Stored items
☆ ☆ ☆ ☆ ☆

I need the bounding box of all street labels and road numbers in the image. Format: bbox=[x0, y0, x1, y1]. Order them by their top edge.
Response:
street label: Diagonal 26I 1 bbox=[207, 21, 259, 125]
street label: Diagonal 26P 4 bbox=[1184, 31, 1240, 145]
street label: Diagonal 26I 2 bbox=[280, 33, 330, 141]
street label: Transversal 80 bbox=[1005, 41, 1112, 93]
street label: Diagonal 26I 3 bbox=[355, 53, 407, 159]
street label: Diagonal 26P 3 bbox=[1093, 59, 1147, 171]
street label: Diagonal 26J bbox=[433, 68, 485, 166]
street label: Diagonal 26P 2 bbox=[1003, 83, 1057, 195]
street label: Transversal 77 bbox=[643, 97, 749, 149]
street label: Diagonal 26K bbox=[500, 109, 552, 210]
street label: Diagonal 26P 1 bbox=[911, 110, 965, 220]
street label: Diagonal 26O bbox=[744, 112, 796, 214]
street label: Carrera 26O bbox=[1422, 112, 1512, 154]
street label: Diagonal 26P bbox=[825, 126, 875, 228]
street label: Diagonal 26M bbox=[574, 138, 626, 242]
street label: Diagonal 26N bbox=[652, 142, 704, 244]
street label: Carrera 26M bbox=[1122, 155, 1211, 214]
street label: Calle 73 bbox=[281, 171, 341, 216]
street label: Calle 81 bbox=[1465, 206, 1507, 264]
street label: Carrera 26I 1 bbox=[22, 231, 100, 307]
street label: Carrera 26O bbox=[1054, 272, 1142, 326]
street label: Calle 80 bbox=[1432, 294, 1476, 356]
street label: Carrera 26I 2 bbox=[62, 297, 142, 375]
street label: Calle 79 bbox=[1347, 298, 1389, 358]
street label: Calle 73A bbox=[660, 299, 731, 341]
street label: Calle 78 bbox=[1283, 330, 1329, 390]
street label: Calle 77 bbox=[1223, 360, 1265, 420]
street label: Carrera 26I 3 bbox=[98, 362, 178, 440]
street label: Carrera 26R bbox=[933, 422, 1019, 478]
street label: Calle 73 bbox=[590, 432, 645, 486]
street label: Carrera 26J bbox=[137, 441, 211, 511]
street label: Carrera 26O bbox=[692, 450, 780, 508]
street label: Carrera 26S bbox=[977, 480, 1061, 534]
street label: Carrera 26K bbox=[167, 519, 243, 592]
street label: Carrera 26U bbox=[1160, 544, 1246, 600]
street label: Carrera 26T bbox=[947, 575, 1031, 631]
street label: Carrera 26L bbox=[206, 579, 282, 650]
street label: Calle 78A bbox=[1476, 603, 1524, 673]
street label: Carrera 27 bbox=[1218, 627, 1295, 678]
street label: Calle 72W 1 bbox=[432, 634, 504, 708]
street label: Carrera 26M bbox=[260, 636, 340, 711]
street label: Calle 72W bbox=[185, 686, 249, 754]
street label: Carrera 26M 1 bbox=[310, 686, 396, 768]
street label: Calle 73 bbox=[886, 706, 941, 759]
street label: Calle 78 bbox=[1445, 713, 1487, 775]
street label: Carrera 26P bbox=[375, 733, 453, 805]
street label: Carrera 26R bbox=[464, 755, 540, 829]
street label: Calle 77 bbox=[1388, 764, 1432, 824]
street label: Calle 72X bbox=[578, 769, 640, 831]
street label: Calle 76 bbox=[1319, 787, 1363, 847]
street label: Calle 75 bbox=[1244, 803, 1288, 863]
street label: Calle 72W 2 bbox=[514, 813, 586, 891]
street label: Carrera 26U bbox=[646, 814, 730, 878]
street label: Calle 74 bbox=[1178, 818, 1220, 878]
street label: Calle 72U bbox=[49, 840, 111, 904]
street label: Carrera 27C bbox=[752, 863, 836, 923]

☆ ☆ ☆ ☆ ☆

Pull out all lines from the entries above in which the word "Transversal" appears.

**ANSWER SECTION:**
street label: Transversal 80 bbox=[1005, 41, 1112, 93]
street label: Transversal 77 bbox=[643, 97, 749, 149]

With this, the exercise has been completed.